Epilogue #2

Edward shook Hugo’s hand. The grip lasted longer than usual.

“Well done, Hugo.”

“I had some help.”

“I should hope so.”

Oliver appeared at Hugo’s elbow. “Does this mean I am getting a cousin?”

“It does.”

“Can I teach him or her to fence?”

“When he or she is old enough, yes.”

“Can I teach it now?”

“The child has not been born yet, Oliver.”

“I could practice on Jane.”

“You will not practice on Jane,” Sophia called from across the lawn.

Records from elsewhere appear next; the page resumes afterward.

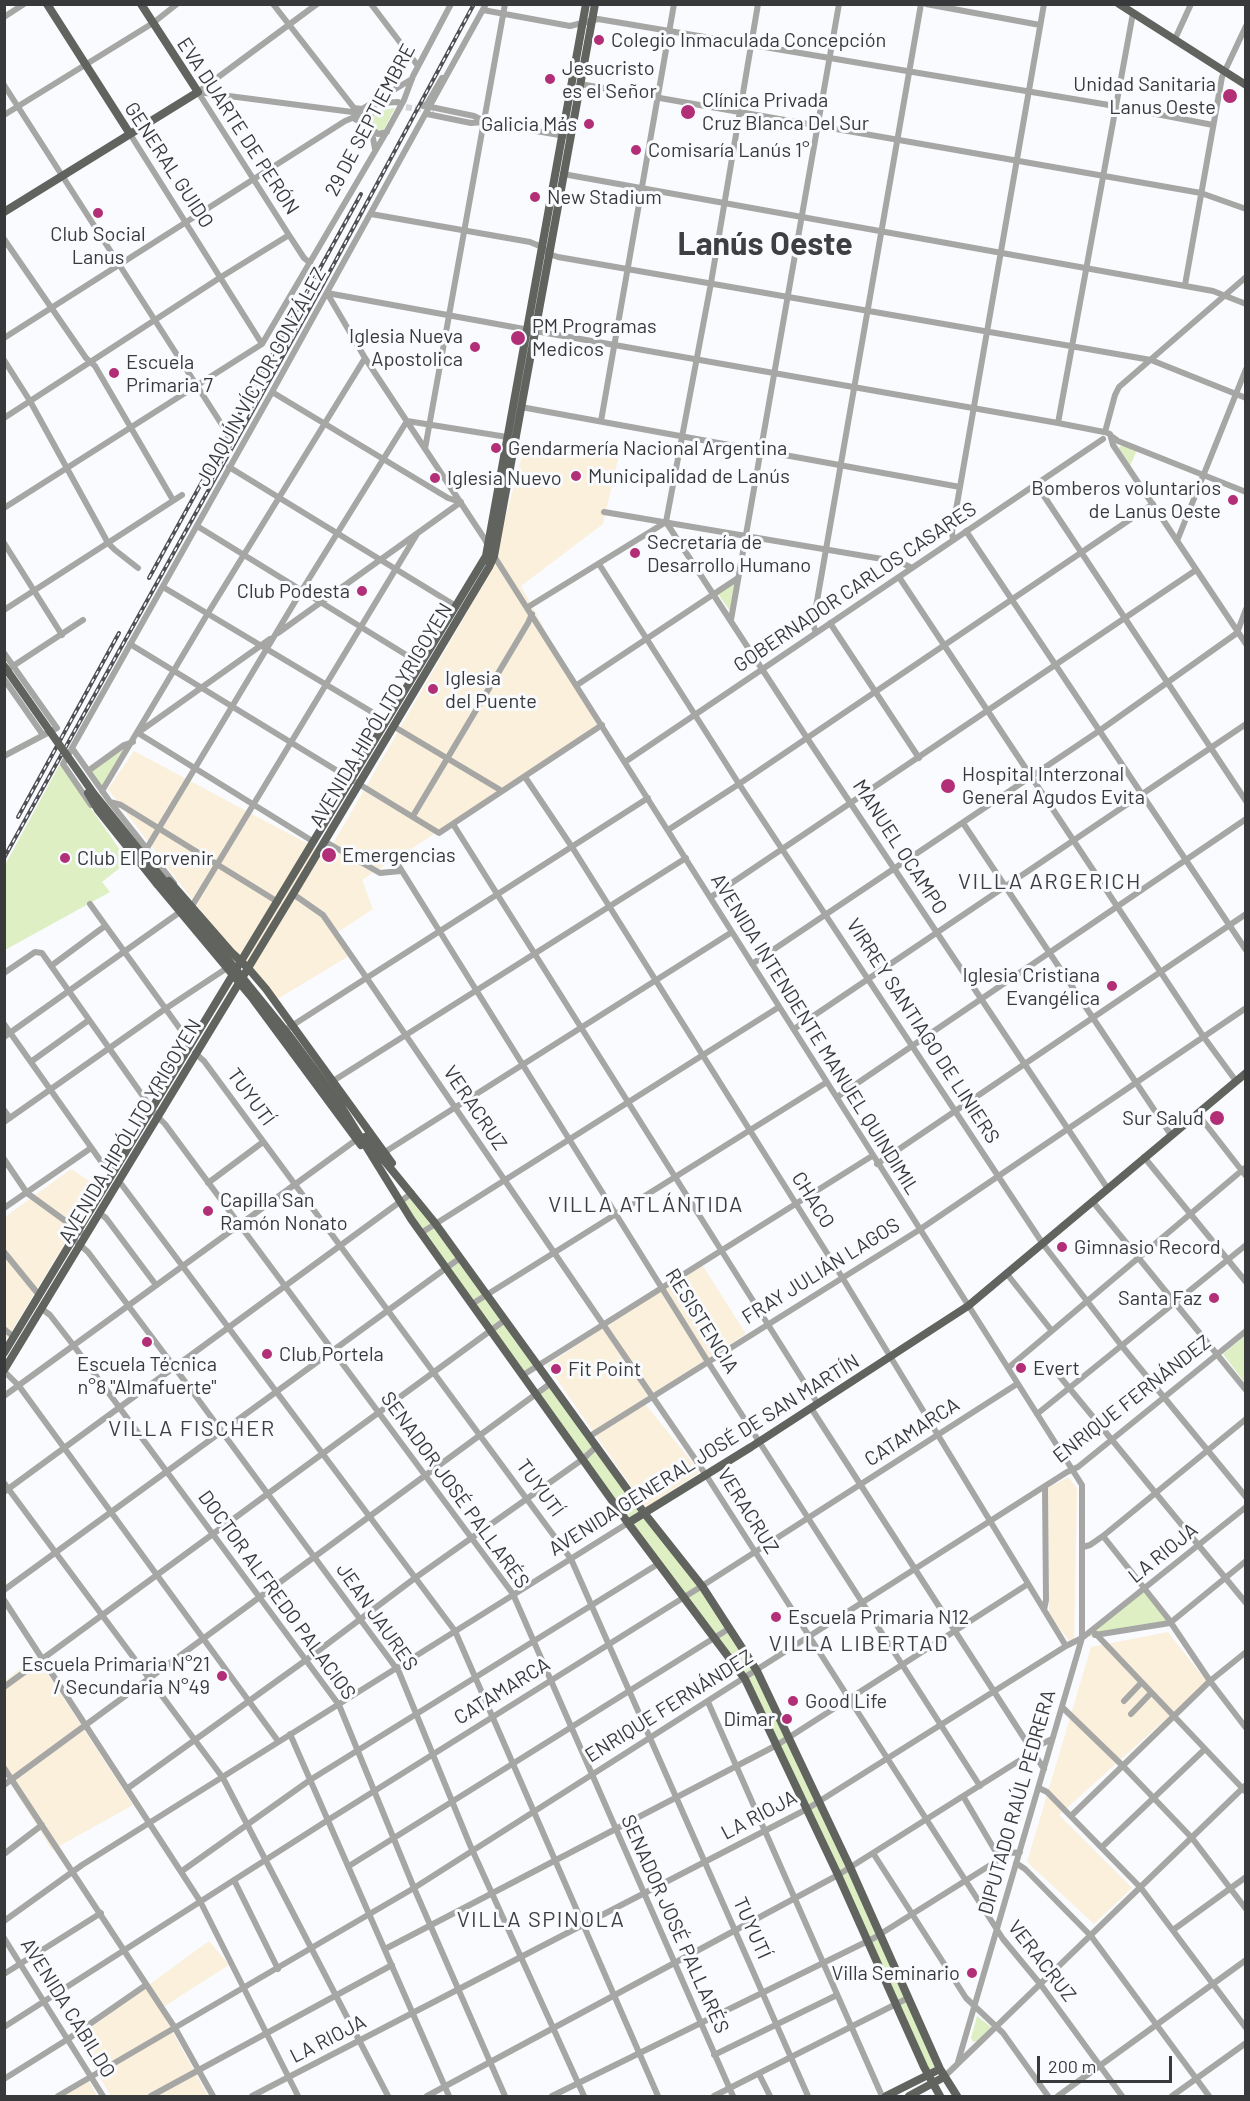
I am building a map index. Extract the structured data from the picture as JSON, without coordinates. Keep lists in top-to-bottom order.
{
  "streets": {
    "main road": [
      "EVA DUARTE DE PERÓN",
      "GENERAL GUIDO",
      "AVENIDA HIPÓLITO YRIGOYEN",
      "AVENIDA GENERAL JOSÉ DE SAN MARTÍN"
    ],
    "street": [
      "29 DE SEPTIEMBRE",
      "JOAQUÍN VÍCTOR GONZÁLEZ",
      "GOBERNADOR CARLOS CASARES",
      "MANUEL OCAMPO",
      "VIRREY SANTIAGO DE LINIERS",
      "AVENIDA INTENDENTE MANUEL QUINDIMIL",
      "TUYUTÍ",
      "VERACRUZ",
      "CHACO",
      "FRAY JULIÁN LAGOS",
      "RESISTENCIA",
      "ENRIQUE FERNÁNDEZ",
      "CATAMARCA",
      "SENADOR JOSÉ PALLARÉS",
      "LA RIOJA",
      "DOCTOR ALFREDO PALACIOS",
      "JEAN JAURES",
      "DIPUTADO RAÚL PEDRERA",
      "AVENIDA CABILDO"
    ]
  },
  "crossings": [
    ["29 DE SEPTIEMBRE", "EVA DUARTE DE PERÓN"],
    ["29 DE SEPTIEMBRE", "GENERAL GUIDO"],
    ["JOAQUÍN VÍCTOR GONZÁLEZ", "AVENIDA INTENDENTE MANUEL QUINDIMIL"],
    ["GOBERNADOR CARLOS CASARES", "MANUEL OCAMPO"],
    ["GOBERNADOR CARLOS CASARES", "VIRREY SANTIAGO DE LINIERS"],
    ["GOBERNADOR CARLOS CASARES", "AVENIDA INTENDENTE MANUEL QUINDIMIL"],
    ["AVENIDA HIPÓLITO YRIGOYEN", "AVENIDA INTENDENTE MANUEL QUINDIMIL"],
    ["AVENIDA HIPÓLITO YRIGOYEN", "TUYUTÍ"],
    ["AVENIDA HIPÓLITO YRIGOYEN", "VERACRUZ"],
    ["AVENIDA HIPÓLITO YRIGOYEN", "SENADOR JOSÉ PALLARÉS"],
    ["AVENIDA HIPÓLITO YRIGOYEN", "DOCTOR ALFREDO PALACIOS"],
    ["AVENIDA HIPÓLITO YRIGOYEN", "JEAN JAURES"],
    ["MANUEL OCAMPO", "FRAY JULIÁN LAGOS"],
    ["MANUEL OCAMPO", "AVENIDA GENERAL JOSÉ DE SAN MARTÍN"],
    ["VIRREY SANTIAGO DE LINIERS", "FRAY JULIÁN LAGOS"],
    ["VIRREY SANTIAGO DE LINIERS", "ENRIQUE FERNÁNDEZ"],
    ["VIRREY SANTIAGO DE LINIERS", "AVENIDA GENERAL JOSÉ DE SAN MARTÍN"],
    ["AVENIDA INTENDENTE MANUEL QUINDIMIL", "FRAY JULIÁN LAGOS"],
    ["AVENIDA INTENDENTE MANUEL QUINDIMIL", "ENRIQUE FERNÁNDEZ"],
    ["AVENIDA INTENDENTE MANUEL QUINDIMIL", "CATAMARCA"],
    ["AVENIDA INTENDENTE MANUEL QUINDIMIL", "AVENIDA GENERAL JOSÉ DE SAN MARTÍN"],
    ["AVENIDA INTENDENTE MANUEL QUINDIMIL", "DIPUTADO RAÚL PEDRERA"],
    ["TUYUTÍ", "ENRIQUE FERNÁNDEZ"],
    ["TUYUTÍ", "CATAMARCA"],
    ["TUYUTÍ", "AVENIDA GENERAL JOSÉ DE SAN MARTÍN"],
    ["TUYUTÍ", "LA RIOJA"],
    ["VERACRUZ", "FRAY JULIÁN LAGOS"],
    ["VERACRUZ", "ENRIQUE FERNÁNDEZ"],
    ["VERACRUZ", "CATAMARCA"],
    ["VERACRUZ", "AVENIDA GENERAL JOSÉ DE SAN MARTÍN"],
    ["VERACRUZ", "LA RIOJA"],
    ["VERACRUZ", "DIPUTADO RAÚL PEDRERA"],
    ["CHACO", "FRAY JULIÁN LAGOS"],
    ["CHACO", "ENRIQUE FERNÁNDEZ"],
    ["CHACO", "CATAMARCA"],
    ["CHACO", "AVENIDA GENERAL JOSÉ DE SAN MARTÍN"],
    ["CHACO", "LA RIOJA"],
    ["FRAY JULIÁN LAGOS", "RESISTENCIA"],
    ["RESISTENCIA", "ENRIQUE FERNÁNDEZ"],
    ["RESISTENCIA", "CATAMARCA"],
    ["RESISTENCIA", "AVENIDA GENERAL JOSÉ DE SAN MARTÍN"],
    ["RESISTENCIA", "LA RIOJA"],
    ["ENRIQUE FERNÁNDEZ", "SENADOR JOSÉ PALLARÉS"],
    ["ENRIQUE FERNÁNDEZ", "DOCTOR ALFREDO PALACIOS"],
    ["ENRIQUE FERNÁNDEZ", "JEAN JAURES"],
    ["ENRIQUE FERNÁNDEZ", "AVENIDA CABILDO"],
    ["CATAMARCA", "SENADOR JOSÉ PALLARÉS"],
    ["CATAMARCA", "DOCTOR ALFREDO PALACIOS"],
    ["CATAMARCA", "JEAN JAURES"],
    ["CATAMARCA", "AVENIDA CABILDO"],
    ["AVENIDA GENERAL JOSÉ DE SAN MARTÍN", "SENADOR JOSÉ PALLARÉS"],
    ["AVENIDA GENERAL JOSÉ DE SAN MARTÍN", "DOCTOR ALFREDO PALACIOS"],
    ["AVENIDA GENERAL JOSÉ DE SAN MARTÍN", "JEAN JAURES"],
    ["SENADOR JOSÉ PALLARÉS", "LA RIOJA"],
    ["LA RIOJA", "DOCTOR ALFREDO PALACIOS"],
    ["LA RIOJA", "JEAN JAURES"],
    ["LA RIOJA", "DIPUTADO RAÚL PEDRERA"]
  ],
  "districts": [
    "Lanús Oeste",
    "VILLA ARGERICH",
    "VILLA ATLÁNTIDA",
    "VILLA FISCHER",
    "VILLA LIBERTAD",
    "VILLA SPINOLA"
  ],
  "places": [
    "Colegio Inmaculada Concepción",
    "Jesucristo es el Señor",
    "Unidad Sanitaria Lanus Oeste",
    "Clínica Privada Cruz Blanca Del Sur",
    "Galicia Más",
    "Comisaría Lanús 1°",
    "New Stadium",
    "Club Social Lanus",
    "PM Programas Medicos",
    "Iglesia Nueva Apostolica",
    "Escuela Primaria 7",
    "Gendarmería Nacional Argentina",
    "Municipalidad de Lanús",
    "Iglesia Nuevo",
    "Bomberos voluntarios de Lanus Oeste",
    "Secretaría de Desarrollo Humano",
    "Club Podesta",
    "Iglesia del Puente",
    "Hospital Interzonal General Agudos Evita",
    "Emergencias",
    "Club El Porvenir",
    "Iglesia Cristiana Evangélica",
    "Sur Salud",
    "Capilla San Ramón Nonato",
    "Gimnasio Record",
    "Santa Faz",
    "Escuela Técnica n°8 \"Almafuerte\"",
    "Club Portela",
    "Evert",
    "Fit Point",
    "Escuela Primaria N12",
    "Escuela Primaria N°21 / Secundaria N°49",
    "Good Life",
    "Dimar",
    "Villa Seminario"
  ],
  "scale_bar": "200 m"
}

Aunt Margaret remained in her chair. She had not moved. She had not spoken. She held her opera glasses in one hand and her wine in the other, and when Lily crossed the garden to her, she looked up with blue eyes that were bright, fierce, and full.

“Aunt Margaret?”

“I am not crying.”

“I did not say you were.”

“Good. Because I am not. I have not cried since 1804, and a grandniece or grandnephew will not change that.” She set down her glasses and took Lily’s hands. “Your mother is going to knit. Do you understand that? She is going to knit for months. We will all drown in wool.”

Lily laughed. Aunt Margaret squeezed her hands and pulled her down and pressed a kiss on her forehead, dry, firm, and carrying sixty years of love compressed into a single gesture.

“You have done well,” Aunt Margaret whispered. “Both of you.”

The afternoon softened. The congratulations settled into the comfortable rhythm of a family that had absorbed its news and was now returning to the serious business of cake and conversation and children.

Lady Brimsey commandeered Thomas for a tour of the rose arbor, narrating the names of every bloom to a toddler who responded by attempting to eat a peony.

Lord Brimsey followed, pruning shears in hand, radiating quiet joy.

Sophia gathered Jane from wherever she had most recently climbed and settled on the blanket with her proofs.

Margaret refilled her wine and resumed her surveillance of the grounds through her new opera glasses.

Hugo drifted toward the lake path, and a moment later, Edward rose from the bench and followed him.

By the water, Oliver demonstrates Wellington the Second’s alleged ability to jump on command. The frog sat motionless on a rock. Oliver stood three feet away, pointing at the ground and issuing instructions. Leo observed from behind his stick.

“Jump, Wellington! Jump!”

Wellington did not jump.

“He is not ready,” Oliver explained. “He needs more training.”

“Clearly,” Edward said.

Hugo stopped beside his friend. They stood shoulder to shoulder, the way they had stood a hundred times before, and the lake stretched silver and still before them.

“A father,” Edward said.

“Apparently.”

“How do you feel?”

“Terrified. Elated. And quite certain that I will be terrible at it.” Hugo paused. “But equally determined to be good.”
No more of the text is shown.